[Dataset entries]
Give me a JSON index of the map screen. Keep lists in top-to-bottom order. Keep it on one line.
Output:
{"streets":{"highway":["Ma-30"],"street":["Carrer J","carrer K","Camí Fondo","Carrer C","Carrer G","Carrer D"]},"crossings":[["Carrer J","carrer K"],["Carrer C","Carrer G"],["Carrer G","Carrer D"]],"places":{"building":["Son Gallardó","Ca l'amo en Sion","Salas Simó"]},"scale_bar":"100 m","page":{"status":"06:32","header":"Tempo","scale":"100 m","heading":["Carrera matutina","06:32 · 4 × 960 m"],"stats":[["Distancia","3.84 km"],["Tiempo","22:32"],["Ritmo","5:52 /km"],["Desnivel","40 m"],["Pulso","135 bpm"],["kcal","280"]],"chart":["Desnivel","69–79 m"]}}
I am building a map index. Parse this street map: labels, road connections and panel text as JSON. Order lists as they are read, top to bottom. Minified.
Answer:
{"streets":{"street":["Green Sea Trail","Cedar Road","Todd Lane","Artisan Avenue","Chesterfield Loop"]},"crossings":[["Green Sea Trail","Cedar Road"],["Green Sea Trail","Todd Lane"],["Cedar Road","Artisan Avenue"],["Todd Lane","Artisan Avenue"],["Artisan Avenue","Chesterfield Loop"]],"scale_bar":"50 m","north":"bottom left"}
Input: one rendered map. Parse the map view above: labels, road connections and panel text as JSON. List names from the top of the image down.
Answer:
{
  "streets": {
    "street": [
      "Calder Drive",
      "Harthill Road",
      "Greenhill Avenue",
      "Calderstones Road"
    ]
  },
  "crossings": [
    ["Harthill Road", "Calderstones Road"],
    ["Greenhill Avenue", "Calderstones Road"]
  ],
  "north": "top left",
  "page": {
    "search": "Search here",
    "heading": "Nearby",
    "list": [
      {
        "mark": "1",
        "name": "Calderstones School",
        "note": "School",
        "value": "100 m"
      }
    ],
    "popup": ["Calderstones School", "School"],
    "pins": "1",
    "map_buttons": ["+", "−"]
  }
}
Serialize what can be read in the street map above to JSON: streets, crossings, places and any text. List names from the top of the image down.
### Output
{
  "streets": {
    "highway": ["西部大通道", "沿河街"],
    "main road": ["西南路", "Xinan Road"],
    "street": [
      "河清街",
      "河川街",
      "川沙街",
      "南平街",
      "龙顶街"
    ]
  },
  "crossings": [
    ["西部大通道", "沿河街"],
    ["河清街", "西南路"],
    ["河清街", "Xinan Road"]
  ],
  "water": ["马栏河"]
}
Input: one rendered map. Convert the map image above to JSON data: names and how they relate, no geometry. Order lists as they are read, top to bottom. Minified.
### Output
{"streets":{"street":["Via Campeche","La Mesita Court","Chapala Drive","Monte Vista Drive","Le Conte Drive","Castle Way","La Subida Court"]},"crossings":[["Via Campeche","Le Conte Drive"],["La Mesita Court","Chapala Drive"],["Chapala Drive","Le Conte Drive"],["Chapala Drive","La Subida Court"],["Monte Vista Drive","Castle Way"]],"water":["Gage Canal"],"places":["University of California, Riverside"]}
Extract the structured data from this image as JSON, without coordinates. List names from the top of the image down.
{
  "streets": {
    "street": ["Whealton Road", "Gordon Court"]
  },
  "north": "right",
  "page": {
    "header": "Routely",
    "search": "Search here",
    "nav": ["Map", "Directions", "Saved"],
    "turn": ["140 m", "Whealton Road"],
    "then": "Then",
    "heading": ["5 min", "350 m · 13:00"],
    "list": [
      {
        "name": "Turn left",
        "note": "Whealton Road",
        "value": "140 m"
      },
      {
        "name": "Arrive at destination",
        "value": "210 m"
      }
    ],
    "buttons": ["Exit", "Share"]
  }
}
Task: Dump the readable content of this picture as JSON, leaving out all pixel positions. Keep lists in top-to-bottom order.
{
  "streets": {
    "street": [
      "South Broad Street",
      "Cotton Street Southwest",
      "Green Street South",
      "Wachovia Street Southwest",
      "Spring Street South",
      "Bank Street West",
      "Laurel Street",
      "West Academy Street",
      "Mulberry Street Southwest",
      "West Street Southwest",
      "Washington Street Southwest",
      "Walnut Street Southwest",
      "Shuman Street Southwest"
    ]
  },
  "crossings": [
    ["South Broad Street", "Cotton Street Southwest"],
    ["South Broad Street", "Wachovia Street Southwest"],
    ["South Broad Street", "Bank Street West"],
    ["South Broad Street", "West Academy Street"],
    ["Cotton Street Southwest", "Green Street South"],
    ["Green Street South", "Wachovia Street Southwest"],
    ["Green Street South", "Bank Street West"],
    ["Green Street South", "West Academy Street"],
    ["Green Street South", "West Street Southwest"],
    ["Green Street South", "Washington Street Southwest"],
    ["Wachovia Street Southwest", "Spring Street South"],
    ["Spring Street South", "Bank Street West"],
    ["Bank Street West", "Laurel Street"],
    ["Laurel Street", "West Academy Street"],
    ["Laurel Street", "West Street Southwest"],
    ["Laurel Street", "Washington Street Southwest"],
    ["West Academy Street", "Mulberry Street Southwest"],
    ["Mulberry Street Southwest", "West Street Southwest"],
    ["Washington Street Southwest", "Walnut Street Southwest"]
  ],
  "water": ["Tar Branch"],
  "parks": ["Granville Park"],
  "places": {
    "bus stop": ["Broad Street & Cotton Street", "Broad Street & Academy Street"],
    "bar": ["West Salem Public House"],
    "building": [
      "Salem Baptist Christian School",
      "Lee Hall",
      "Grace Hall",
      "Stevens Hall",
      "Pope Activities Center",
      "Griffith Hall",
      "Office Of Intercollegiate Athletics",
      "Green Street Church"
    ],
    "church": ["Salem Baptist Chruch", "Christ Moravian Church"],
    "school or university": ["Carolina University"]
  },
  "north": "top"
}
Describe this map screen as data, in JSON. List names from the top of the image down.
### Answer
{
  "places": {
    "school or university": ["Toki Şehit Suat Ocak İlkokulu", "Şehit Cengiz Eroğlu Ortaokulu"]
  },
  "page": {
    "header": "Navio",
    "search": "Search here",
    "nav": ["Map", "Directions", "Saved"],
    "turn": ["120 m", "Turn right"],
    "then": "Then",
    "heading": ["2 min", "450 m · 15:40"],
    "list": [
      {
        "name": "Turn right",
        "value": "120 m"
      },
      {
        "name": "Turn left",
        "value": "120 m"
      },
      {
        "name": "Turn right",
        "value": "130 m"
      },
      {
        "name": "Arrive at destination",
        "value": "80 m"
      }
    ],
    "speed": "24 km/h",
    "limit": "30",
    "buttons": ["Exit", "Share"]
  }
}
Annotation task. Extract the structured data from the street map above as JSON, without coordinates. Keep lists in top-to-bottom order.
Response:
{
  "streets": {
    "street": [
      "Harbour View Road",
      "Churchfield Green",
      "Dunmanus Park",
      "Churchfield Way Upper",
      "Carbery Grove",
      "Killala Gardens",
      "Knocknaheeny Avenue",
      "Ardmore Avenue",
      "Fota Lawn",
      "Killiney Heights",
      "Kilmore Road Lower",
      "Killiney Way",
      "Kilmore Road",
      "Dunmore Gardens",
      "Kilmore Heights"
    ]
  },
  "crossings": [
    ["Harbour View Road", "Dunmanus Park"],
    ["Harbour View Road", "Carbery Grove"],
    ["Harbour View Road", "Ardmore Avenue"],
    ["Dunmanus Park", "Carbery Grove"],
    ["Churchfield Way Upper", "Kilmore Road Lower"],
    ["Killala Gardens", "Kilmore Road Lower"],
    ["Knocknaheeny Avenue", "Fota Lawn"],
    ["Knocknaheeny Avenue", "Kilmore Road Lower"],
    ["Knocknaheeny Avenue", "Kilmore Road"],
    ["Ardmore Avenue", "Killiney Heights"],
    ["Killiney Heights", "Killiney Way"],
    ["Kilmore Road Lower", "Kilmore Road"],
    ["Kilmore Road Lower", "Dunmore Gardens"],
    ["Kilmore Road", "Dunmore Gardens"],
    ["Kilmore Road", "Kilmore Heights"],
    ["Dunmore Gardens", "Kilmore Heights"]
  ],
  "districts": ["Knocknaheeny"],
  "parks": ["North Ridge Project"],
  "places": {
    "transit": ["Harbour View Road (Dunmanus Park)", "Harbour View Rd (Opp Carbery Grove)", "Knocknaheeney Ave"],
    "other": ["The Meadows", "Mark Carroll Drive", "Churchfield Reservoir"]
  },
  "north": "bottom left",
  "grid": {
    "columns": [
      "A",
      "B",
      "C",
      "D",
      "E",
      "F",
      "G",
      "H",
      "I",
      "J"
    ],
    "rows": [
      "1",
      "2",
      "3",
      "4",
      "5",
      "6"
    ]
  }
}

- _What this task involves_
Give the count of lines in the records above that hold the string "Parse", and only that count.

- _Expected answer_
2